**Task brief:**
Transcribe each entry exactly; skip the images.

========

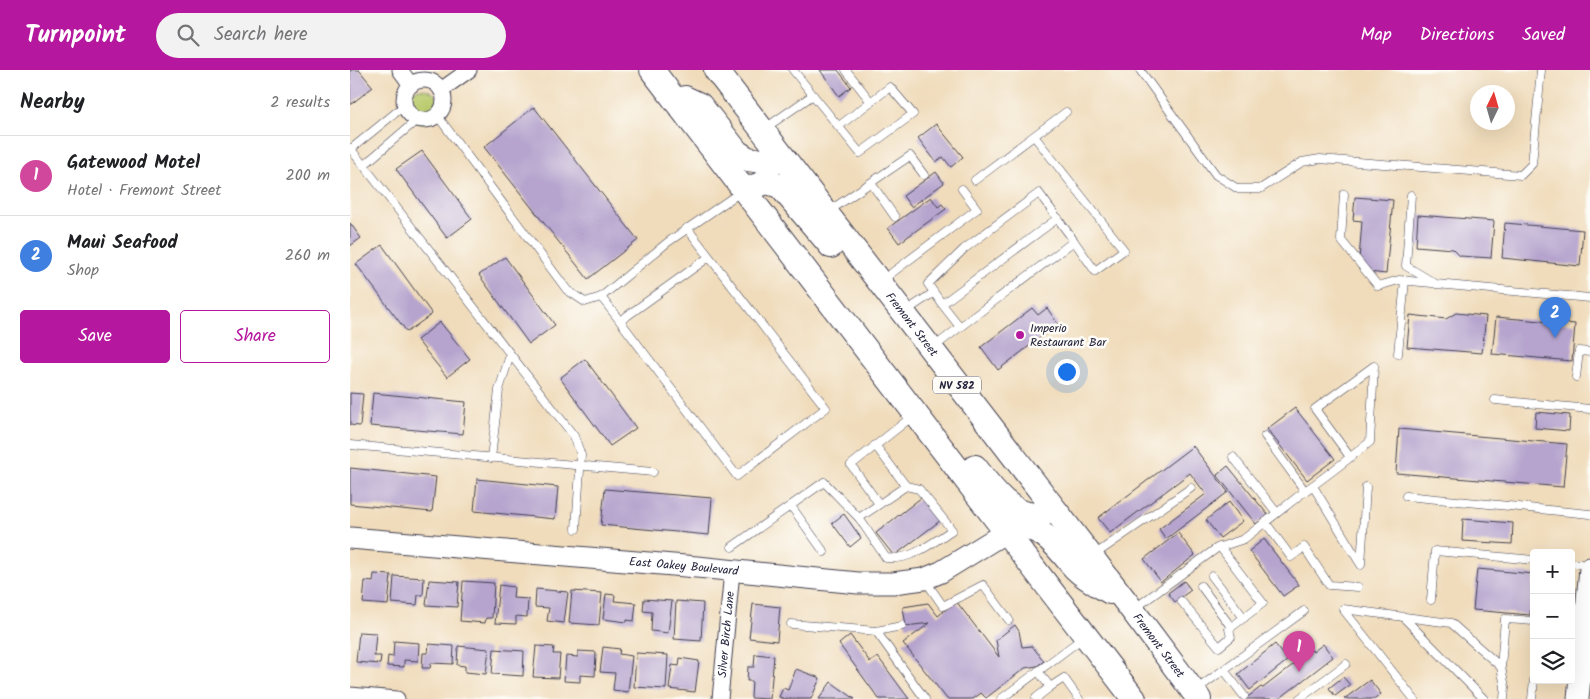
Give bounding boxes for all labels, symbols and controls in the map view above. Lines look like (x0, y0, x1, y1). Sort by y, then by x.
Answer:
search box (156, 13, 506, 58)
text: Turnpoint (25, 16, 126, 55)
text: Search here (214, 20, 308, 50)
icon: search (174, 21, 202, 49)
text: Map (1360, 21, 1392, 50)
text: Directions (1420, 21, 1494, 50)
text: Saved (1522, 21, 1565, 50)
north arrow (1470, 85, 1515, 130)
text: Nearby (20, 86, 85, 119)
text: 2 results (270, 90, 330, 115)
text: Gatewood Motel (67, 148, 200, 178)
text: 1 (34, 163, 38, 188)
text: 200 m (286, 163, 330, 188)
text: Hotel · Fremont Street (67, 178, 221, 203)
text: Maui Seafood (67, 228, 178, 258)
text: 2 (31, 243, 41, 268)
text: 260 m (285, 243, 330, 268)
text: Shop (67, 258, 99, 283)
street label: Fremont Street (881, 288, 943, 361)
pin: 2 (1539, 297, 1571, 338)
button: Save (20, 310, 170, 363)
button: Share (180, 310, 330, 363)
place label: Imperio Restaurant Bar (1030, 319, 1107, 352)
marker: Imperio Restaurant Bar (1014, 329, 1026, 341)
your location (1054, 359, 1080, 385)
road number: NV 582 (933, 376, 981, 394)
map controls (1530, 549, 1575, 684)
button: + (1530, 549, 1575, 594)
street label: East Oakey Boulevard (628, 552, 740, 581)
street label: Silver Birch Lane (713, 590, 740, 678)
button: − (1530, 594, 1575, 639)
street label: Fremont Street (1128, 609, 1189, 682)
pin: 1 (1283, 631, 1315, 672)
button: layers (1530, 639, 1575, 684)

========

**Result for this task:**
Give bounding boxes for all labels, symbols and controls in the map view above. Lines look like (x0, y0, x1, y1). Sort by y, then by x.
Answer:
search box (156, 13, 506, 58)
text: Turnpoint (25, 16, 126, 55)
text: Search here (214, 20, 308, 50)
icon: search (174, 21, 202, 49)
text: Map (1360, 21, 1392, 50)
text: Directions (1420, 21, 1494, 50)
text: Saved (1522, 21, 1565, 50)
north arrow (1470, 85, 1515, 130)
text: Nearby (20, 86, 85, 119)
text: 2 results (270, 90, 330, 115)
text: Gatewood Motel (67, 148, 200, 178)
text: 1 (34, 163, 38, 188)
text: 200 m (286, 163, 330, 188)
text: Hotel · Fremont Street (67, 178, 221, 203)
text: Maui Seafood (67, 228, 178, 258)
text: 2 (31, 243, 41, 268)
text: 260 m (285, 243, 330, 268)
text: Shop (67, 258, 99, 283)
street label: Fremont Street (881, 288, 943, 361)
pin: 2 (1539, 297, 1571, 338)
button: Save (20, 310, 170, 363)
button: Share (180, 310, 330, 363)
place label: Imperio Restaurant Bar (1030, 319, 1107, 352)
marker: Imperio Restaurant Bar (1014, 329, 1026, 341)
your location (1054, 359, 1080, 385)
road number: NV 582 (933, 376, 981, 394)
map controls (1530, 549, 1575, 684)
button: + (1530, 549, 1575, 594)
street label: East Oakey Boulevard (628, 552, 740, 581)
street label: Silver Birch Lane (713, 590, 740, 678)
button: − (1530, 594, 1575, 639)
street label: Fremont Street (1128, 609, 1189, 682)
pin: 1 (1283, 631, 1315, 672)
button: layers (1530, 639, 1575, 684)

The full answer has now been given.